▶ [What the exercise asks]: Go through the entries below and count the lines holding the word "const". Reply with only the number, please.
>>>
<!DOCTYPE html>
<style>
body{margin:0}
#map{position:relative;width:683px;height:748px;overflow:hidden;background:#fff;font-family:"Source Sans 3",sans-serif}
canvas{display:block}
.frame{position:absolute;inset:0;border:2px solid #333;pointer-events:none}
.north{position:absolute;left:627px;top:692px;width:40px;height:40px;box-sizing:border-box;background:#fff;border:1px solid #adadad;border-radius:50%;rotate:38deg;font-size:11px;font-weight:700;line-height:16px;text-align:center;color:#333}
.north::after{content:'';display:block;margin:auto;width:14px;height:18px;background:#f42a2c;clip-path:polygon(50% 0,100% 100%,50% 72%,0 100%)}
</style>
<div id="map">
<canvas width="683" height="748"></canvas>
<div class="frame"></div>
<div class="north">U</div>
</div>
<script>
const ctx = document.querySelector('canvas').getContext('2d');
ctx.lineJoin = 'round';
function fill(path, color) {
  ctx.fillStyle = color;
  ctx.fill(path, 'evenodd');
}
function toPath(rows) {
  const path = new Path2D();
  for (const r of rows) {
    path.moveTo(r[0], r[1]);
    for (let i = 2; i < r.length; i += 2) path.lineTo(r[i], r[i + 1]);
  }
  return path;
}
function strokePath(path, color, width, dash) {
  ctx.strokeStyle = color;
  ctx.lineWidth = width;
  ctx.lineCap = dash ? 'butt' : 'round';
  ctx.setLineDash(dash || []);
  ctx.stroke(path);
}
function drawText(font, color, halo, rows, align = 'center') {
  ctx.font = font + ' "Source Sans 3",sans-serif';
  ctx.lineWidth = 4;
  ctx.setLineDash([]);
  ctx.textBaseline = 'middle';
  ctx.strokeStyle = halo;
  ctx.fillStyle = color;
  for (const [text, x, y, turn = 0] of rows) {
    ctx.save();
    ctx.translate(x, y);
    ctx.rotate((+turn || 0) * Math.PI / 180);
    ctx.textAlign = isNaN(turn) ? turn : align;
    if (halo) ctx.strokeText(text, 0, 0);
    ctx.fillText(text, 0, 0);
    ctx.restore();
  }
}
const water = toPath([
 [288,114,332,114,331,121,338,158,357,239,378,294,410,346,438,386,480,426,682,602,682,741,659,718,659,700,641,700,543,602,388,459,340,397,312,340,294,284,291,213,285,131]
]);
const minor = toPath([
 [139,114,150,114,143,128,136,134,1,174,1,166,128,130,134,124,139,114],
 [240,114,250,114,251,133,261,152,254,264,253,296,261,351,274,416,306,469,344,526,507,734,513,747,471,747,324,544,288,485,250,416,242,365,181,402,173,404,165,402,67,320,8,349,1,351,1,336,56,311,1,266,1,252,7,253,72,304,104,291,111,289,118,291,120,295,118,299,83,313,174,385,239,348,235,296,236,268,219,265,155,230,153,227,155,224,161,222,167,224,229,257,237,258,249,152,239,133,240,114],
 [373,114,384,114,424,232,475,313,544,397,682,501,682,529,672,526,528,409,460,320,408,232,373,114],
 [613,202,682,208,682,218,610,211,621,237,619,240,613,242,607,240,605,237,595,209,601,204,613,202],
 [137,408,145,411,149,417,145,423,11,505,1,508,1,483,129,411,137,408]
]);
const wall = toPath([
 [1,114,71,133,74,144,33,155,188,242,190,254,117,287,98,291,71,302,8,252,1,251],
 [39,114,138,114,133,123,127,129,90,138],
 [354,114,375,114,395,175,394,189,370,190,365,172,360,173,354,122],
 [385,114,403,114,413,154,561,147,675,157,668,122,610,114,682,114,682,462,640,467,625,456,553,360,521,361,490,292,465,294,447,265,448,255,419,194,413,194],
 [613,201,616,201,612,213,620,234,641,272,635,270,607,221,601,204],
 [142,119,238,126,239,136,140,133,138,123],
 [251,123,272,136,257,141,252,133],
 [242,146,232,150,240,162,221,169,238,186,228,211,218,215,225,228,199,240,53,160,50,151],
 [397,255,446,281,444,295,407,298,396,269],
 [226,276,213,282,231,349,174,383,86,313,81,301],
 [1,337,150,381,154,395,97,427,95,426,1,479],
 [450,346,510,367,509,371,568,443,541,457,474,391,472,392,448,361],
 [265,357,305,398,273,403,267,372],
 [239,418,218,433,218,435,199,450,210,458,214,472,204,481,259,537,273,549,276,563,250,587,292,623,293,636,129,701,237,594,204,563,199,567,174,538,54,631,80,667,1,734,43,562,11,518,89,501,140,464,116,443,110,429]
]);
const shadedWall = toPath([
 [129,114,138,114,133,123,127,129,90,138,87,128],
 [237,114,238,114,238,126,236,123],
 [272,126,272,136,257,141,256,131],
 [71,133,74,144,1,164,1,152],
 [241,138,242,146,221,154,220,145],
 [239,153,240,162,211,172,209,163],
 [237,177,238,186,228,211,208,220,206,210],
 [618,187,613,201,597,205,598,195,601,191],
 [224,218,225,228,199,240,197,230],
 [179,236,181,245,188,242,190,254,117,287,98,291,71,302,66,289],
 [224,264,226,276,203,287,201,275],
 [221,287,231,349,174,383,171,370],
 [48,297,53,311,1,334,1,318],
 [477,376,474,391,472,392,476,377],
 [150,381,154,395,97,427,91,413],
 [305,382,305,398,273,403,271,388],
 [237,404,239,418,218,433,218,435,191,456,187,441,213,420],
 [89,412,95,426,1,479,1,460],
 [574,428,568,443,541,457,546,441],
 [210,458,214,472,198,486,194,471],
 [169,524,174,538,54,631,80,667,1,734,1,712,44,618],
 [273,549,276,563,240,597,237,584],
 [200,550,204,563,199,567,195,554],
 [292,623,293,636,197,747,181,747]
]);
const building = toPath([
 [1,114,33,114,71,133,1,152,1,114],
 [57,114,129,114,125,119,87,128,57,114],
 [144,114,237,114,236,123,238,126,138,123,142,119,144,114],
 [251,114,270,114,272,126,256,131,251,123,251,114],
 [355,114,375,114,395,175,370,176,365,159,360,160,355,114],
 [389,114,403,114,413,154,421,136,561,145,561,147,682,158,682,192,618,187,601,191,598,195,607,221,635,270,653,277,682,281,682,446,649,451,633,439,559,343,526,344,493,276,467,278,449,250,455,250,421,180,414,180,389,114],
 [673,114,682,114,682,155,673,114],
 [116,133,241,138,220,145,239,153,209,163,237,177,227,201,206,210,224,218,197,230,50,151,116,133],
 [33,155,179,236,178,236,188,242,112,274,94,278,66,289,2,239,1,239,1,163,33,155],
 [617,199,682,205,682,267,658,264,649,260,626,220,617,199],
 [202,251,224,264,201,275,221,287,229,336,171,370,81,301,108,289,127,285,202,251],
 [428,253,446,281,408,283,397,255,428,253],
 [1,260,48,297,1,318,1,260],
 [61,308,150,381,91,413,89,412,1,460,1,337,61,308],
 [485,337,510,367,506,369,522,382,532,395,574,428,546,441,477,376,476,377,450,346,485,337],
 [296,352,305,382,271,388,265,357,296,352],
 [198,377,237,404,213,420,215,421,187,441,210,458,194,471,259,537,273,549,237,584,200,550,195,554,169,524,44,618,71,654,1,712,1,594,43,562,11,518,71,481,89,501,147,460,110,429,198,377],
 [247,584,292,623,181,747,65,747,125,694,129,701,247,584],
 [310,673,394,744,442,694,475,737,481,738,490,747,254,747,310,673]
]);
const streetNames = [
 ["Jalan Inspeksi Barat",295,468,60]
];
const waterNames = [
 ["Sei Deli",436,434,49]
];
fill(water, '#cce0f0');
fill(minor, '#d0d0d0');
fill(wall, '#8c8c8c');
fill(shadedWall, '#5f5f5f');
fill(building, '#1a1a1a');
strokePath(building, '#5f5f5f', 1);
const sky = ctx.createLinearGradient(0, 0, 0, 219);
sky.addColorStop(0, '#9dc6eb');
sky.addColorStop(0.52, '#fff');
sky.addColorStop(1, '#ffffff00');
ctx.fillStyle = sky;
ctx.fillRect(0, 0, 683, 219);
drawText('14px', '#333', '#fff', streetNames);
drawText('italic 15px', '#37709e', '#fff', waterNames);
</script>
<<<
▶ [Answer box]: 12